Friday, June 8, 2012


The Year in Review
June 2011
Romney runs for President,
Anthony Weiner resigns
Marriage Equality is passed
Community 2 started. 



In the last year my take away was sometimes larger than I was able to comprehend at the time it was happening.  I made some assumptions about using new online tools that proved to be somewhat false.  
  1. Students were NOT as internet savvy as I thought they would be.  They are outstanding on Facebook, and the I-phone, but beyond that they sometimes struggle.  
  2. What I thought was important about today’s learning did not ring true to my students.

Fall 1 2011 was spent helping students to understand how a blog works, how to obtain a gmail account and how to post to a blog.  This was a good learning experience for me and laid the ground work for better communications tools for Fall 2 and Spring 1.   As I said earlier the greatest learning that took place here was my expectation that my students would have a very good understanding of computer technology and would go and run with it.  Many hours were spent on the cell phone walking them through the steps of enrollment and creating blogs.    While I consider myself a major “geek” when it comes to technology, I was blindsided by my students non geek status.  
As I moved into the SHORT Fall 2, I was faced with the difficult task of teaching a course using similar tools to Fall 1.   This time however, I was teaching the on-line class from Malaysia and Turkey.  So I knew my highly dependable cell phone was going to be out of the question as I brought my new group of students up to speed.    
However, I was ready to rock with these students as I had prepared a detailed instruction sheet on how to get yourself into a blog and post.  Just in case they needed a life-line by giving everyone my Skype account.  This decision proved useful as I added a new feature, face to face interview with me using Skype.   The logistics of setting up the calls was simple, arranging meeting times with a 7 and 13 hour time change was a little bit more of a challenge.  However, I only had about five 3 am Skype interviews to do.  
My high point for the semester was one of my students was actually interviewed for a job, using SKYPE a week after we completed our interview..  Her practice run with me made her interview go smoothly.
I want to talk about the learning experience for the students.  I had the most success in the Critical Reflection class.  I ask students to analyze a real life situation and draw their own conclusions about what was the right solution.  I encouraged all students to either question or challenge each others solution to the particular problem.   We did four blog activities but the one that generated the most amount of interest was on sexual  harassment.  Some of the students became highly passionate about the situation and almost took it on as a personal cause.  Since these were real life situations they would often speculate on what was the actual solution.  When I would share that solution with them the passion they showed was inspiring.  Do I think they would do this on Blackboard?  I don’t know as I have not tested it, but the Internet community for reasons not completely known emboldens people to write more directly than they would in other forms of media.
I would not be true to myself if I questioned some of the validity of what I did.  The internet offers the student freedoms that they don’t have on Blackboard or other form of closed media a school might use.   However, it might give them a false sense of reality.
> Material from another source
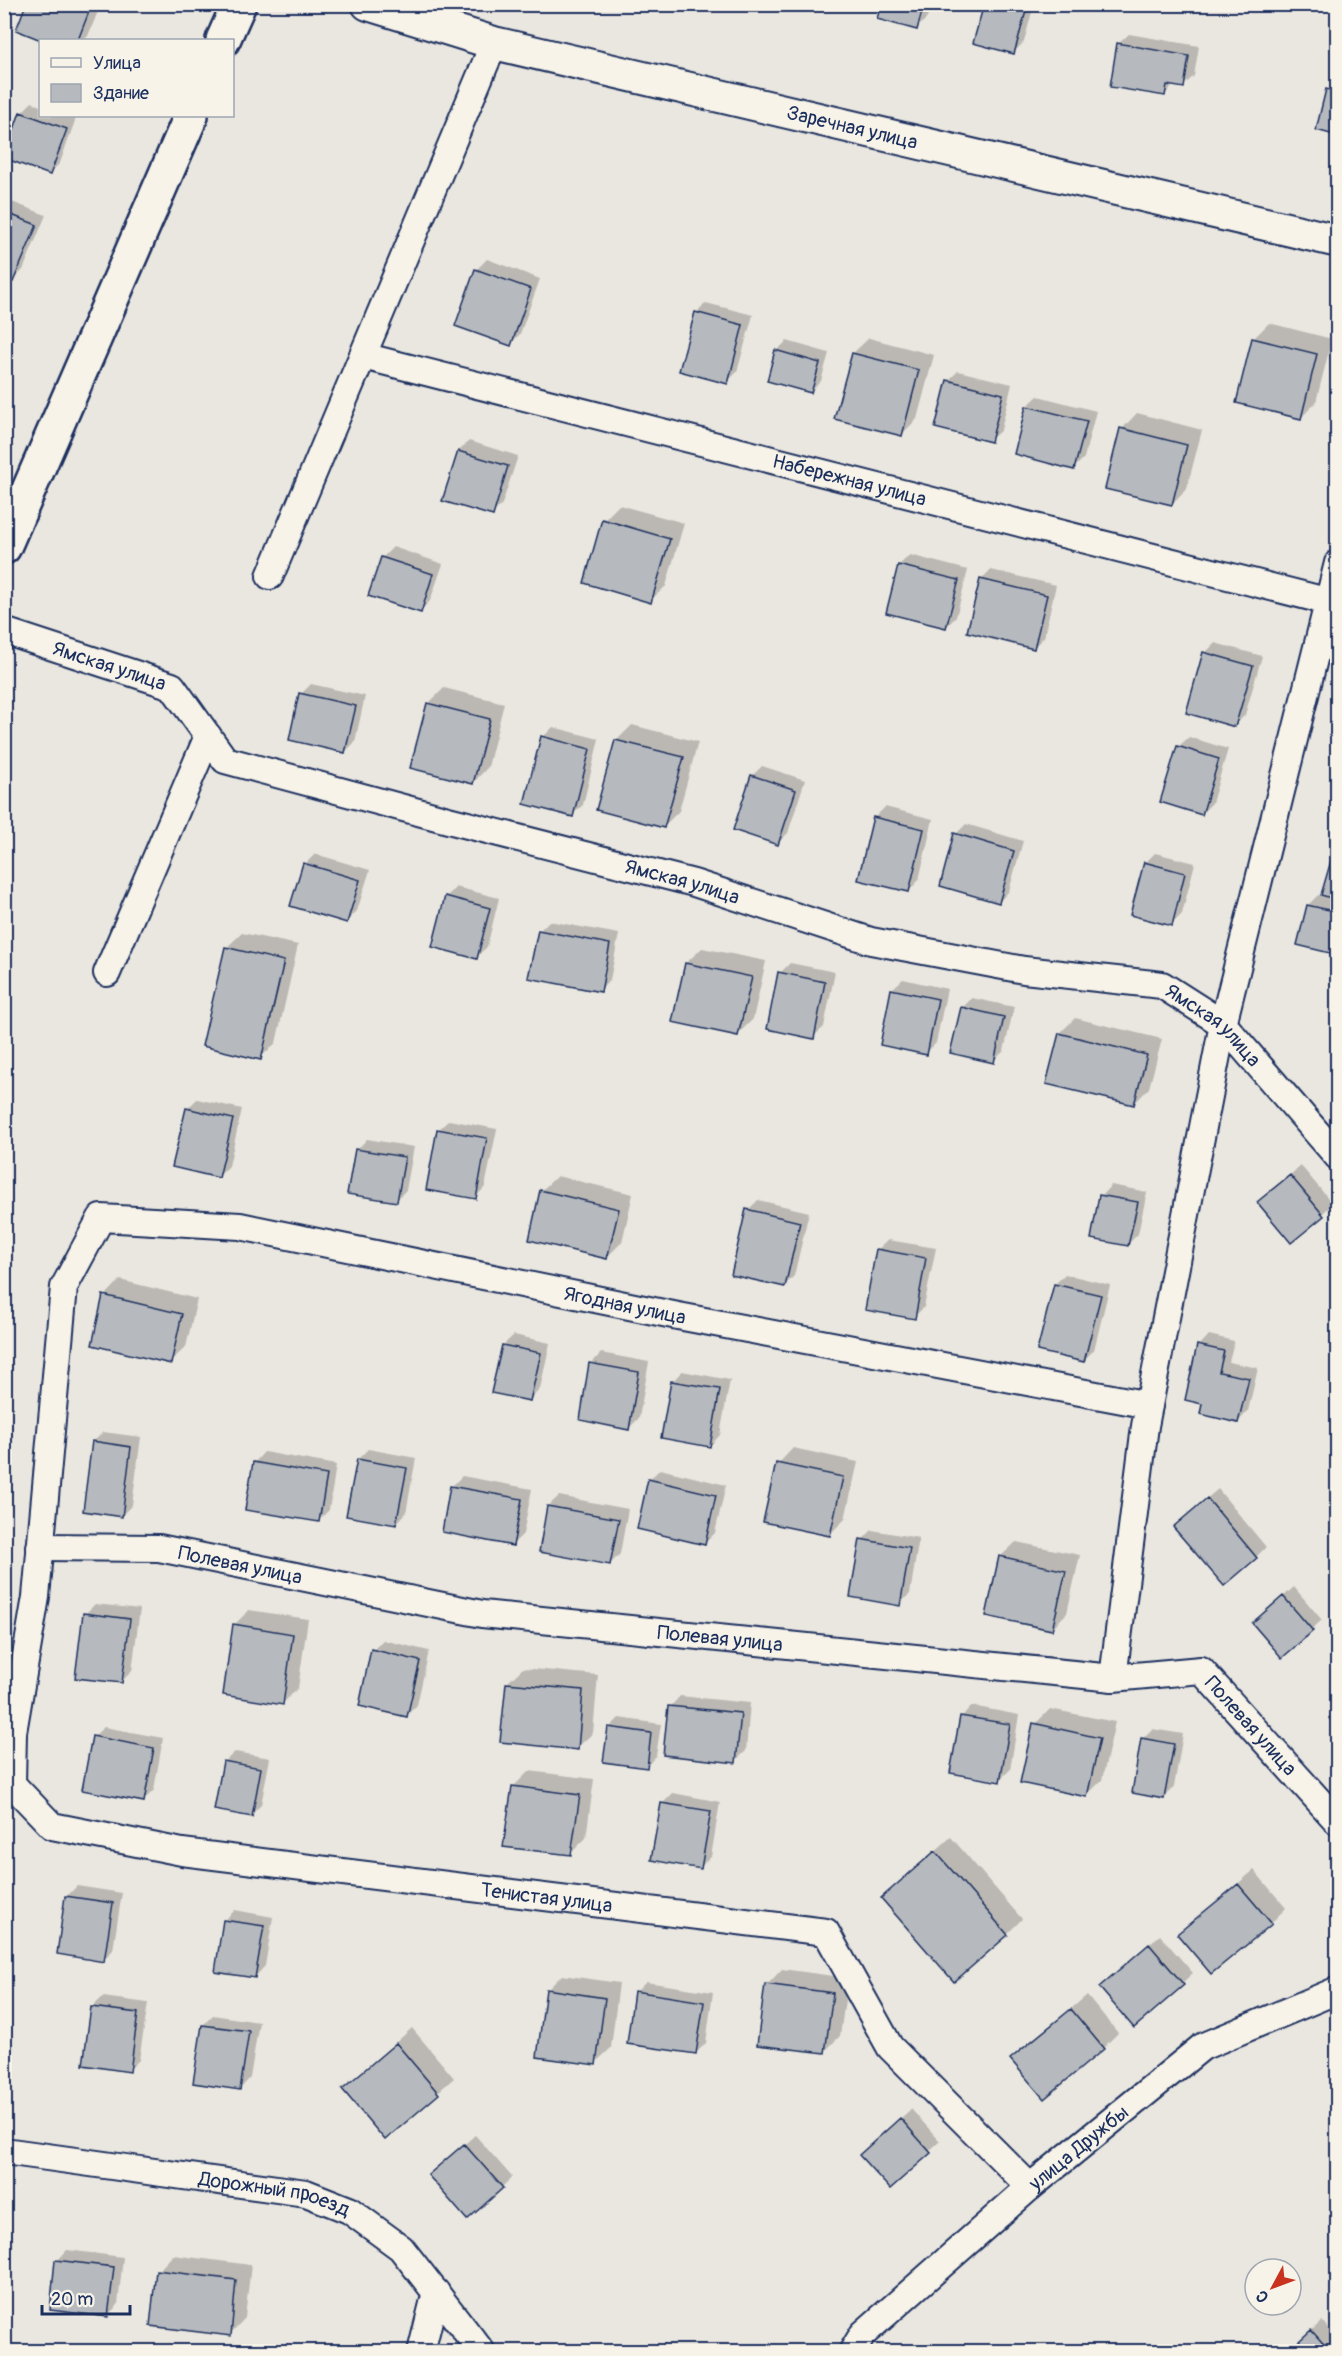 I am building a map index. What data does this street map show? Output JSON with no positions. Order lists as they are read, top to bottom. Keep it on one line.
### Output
{"streets":{"street":["Заречная улица","Набережная улица","Ямская улица","Ягодная улица","Полевая улица","Тенистая улица","улица Дружбы","Дорожный проезд"]},"crossings":[["Ягодная улица","Полевая улица"],["Тенистая улица","улица Дружбы"]],"legend":["Улица","Здание"],"scale_bar":"20 m","north":"bottom left"} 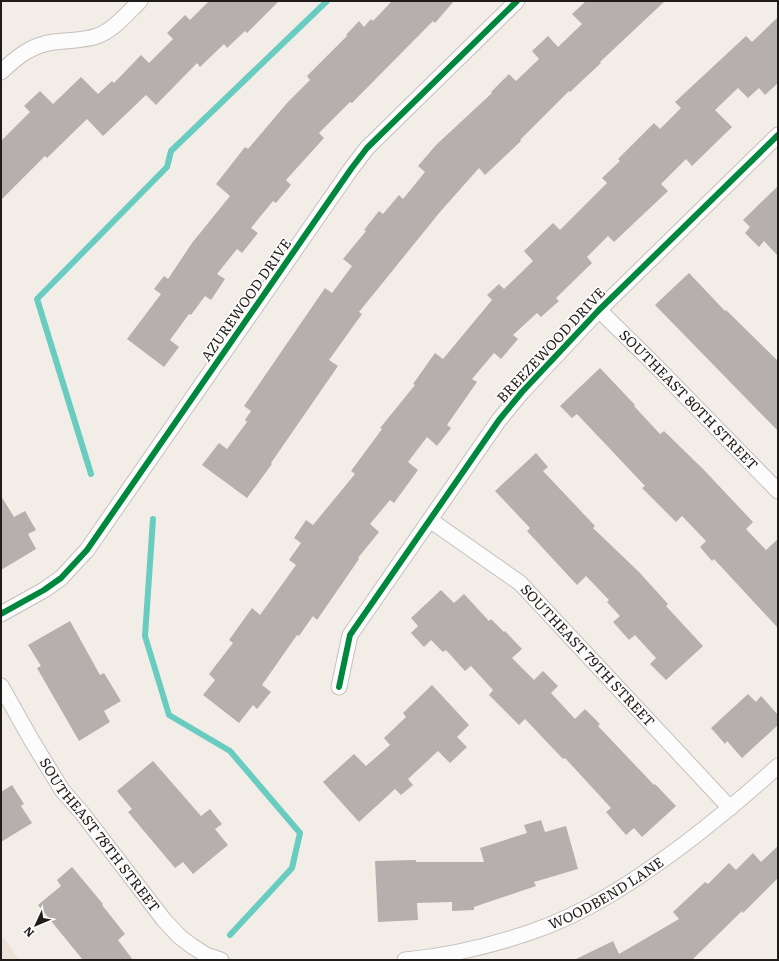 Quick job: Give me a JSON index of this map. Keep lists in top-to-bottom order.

When they enter the non academic work force they will likely find employment in companies that have very restrictive accesses and severe punitive measures for using technology except for business purposes.  To some degree Blackboard mimics the business world and is thus the start of a reality check for what lies ahead.  However, I will continue to use Blogs and Facebook as a learning tool as  think it has opened my eyes to a broader understanding of what is possible.  
Over the next couple of semesters    I hope to explore some of the other programs that I was introduced to including Twitter to created a more continuous stream of connection between the class members as well as with me.  I also think that ten years from now technology will exist that we don’t even know about right now, after all twitter is less than 5 years old and the internet has not yet celebrated a 25 anniversary.  

4 comments:

  1. My new mantra: "Never assume students know how to use social media and that they ALL LOVE IT!"
    I came across several students who loathed the idea of using social media...almost as if they want to escape from it, but here we were offering as if it was gold!
    Your ability to make this happen while traveling is really inspiring!
    I will def. be introducing a simple instructions list for my next course.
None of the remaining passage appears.